The base 110 is adapted to engage an electrical connection terminal (not shown). Referring to fig. 2, the base 110 is provided with a groove 101, and an opening of the groove 101 faces away from the electrical connection terminal. Seal structure 120 is located within recess 101. Heat of the electrical connection terminals can be transferred to the sealing structure 120 through the bottom wall of the groove 101. The interior of the sealing structure 120 is used to contain and seal the test gas. The test gas can cause the seal structure 120 to rupture after expansion by heat. The test strip 130 is opposite the bottom wall of the recess 101. The sealing structure 120 is located between the bottom wall of the recess 101 and the test strip 130. The test paper 130 changes color after reacting with the test gas, and the color of the test paper 130 changed color is irreversible.

Specifically, the electrical connection joint is, for example, a busbar, a wire clamp, a wire barrel, or the like.

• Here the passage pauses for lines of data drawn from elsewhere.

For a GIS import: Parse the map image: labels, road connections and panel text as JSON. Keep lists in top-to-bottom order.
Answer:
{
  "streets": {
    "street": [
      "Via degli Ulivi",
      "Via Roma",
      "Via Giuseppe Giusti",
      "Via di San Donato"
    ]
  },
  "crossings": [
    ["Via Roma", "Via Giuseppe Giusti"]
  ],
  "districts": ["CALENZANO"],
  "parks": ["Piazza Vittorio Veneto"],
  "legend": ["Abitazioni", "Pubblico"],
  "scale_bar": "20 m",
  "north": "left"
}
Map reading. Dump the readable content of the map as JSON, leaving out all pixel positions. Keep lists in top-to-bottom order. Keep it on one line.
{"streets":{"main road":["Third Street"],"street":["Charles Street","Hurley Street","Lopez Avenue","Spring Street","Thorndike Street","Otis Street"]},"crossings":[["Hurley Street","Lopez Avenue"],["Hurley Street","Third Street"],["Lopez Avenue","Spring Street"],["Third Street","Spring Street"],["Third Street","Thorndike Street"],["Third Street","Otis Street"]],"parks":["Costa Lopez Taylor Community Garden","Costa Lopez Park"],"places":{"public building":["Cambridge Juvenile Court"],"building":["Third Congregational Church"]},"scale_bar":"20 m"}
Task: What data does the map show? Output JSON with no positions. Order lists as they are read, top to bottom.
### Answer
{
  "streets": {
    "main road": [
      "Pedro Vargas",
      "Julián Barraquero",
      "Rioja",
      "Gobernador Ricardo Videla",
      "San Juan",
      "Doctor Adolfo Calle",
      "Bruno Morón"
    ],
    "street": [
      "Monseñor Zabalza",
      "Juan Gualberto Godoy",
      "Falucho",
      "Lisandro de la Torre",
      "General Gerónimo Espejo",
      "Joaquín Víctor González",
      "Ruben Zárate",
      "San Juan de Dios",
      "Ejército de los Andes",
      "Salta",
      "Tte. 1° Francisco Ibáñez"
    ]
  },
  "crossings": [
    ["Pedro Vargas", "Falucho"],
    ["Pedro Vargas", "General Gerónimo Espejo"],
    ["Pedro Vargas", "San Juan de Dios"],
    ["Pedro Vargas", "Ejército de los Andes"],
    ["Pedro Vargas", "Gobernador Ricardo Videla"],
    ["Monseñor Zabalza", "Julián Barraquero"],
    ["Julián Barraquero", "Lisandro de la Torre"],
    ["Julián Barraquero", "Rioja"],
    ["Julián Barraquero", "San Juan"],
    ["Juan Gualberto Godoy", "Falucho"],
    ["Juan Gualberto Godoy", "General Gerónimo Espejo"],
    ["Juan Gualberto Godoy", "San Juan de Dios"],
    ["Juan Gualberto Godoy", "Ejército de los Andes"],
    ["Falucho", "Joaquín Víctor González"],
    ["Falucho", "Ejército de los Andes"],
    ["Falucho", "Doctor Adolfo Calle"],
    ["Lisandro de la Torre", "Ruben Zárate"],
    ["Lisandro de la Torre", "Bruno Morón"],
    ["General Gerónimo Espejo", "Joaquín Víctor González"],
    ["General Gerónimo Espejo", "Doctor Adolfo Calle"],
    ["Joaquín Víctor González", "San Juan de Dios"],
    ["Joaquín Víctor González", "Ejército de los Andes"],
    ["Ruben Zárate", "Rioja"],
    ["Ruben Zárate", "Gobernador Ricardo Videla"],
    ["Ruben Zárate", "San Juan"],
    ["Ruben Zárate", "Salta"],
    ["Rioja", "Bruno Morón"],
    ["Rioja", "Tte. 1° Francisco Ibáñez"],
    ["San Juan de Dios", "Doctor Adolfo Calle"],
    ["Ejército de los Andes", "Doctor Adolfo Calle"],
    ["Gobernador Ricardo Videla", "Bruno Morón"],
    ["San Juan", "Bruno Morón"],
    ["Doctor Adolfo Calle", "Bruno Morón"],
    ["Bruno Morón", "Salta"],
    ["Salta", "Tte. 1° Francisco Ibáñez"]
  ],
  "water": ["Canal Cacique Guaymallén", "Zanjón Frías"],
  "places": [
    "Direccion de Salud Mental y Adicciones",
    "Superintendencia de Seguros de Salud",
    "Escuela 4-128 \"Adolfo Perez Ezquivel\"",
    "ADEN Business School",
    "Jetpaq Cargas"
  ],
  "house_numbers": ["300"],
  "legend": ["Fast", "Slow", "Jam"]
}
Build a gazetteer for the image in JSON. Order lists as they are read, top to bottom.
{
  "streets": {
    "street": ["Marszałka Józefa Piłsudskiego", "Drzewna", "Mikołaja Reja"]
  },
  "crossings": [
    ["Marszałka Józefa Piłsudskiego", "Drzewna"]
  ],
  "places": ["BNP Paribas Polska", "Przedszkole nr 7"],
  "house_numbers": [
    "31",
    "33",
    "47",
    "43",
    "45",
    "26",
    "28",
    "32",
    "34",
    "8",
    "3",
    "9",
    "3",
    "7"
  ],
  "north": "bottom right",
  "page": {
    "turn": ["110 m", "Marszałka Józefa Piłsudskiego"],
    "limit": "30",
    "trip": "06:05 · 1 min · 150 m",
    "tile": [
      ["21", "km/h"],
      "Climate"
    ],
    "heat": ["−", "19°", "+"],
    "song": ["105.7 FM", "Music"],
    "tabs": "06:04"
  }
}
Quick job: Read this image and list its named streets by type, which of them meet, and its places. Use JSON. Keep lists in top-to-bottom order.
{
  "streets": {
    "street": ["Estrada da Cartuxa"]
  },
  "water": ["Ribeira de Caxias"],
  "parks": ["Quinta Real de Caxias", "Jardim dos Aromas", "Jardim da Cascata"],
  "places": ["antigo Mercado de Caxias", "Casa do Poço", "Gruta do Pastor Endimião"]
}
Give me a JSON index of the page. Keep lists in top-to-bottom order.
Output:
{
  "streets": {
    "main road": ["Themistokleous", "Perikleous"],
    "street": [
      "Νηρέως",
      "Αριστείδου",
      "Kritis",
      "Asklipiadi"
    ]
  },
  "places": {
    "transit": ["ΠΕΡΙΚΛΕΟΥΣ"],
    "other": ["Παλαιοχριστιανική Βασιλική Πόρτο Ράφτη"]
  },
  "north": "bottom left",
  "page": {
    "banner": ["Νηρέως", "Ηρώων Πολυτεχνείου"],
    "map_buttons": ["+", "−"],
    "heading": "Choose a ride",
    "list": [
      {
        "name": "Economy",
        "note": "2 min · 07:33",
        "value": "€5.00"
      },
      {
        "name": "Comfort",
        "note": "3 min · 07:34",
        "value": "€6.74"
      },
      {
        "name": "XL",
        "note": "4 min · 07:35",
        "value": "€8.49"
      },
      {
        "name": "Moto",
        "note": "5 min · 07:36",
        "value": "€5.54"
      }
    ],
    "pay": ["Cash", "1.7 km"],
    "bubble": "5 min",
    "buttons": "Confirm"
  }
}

The base 110 is used for fixing with the electrical connection joint, and the surface of the base 110 is attached to the electrical connection joint.

Since the opening of the groove 101 faces away from the electrical connector, the sealing structure 120 is located in the groove 101, so that when the electrical connector is over-heated due to a fault, heat of the electrical connector can be transferred to the bottom wall of the groove 101 through the outer surface of the base 110 and then transferred to the sealing structure 120 through the bottom wall of the groove 101.

The interior of the seal 120 is filled with a test gas. Since the heat of the electrical connection terminals is transferred to the sealing structure 120, the test gas inside the sealing structure 120 expands after being heated. When the tension of the test gas after expansion is greater than the restraining force of the seal 120, the seal 120 ruptures, thereby releasing the test gas.

Since the test strip 130 is opposite to the bottom wall of the groove 101 and the sealing structure 120 is located between the bottom wall of the groove 101 and the test strip 130, the test gas is released from the sealing structure 120 and then flows toward the test strip 130, which causes the test strip 130 to change color.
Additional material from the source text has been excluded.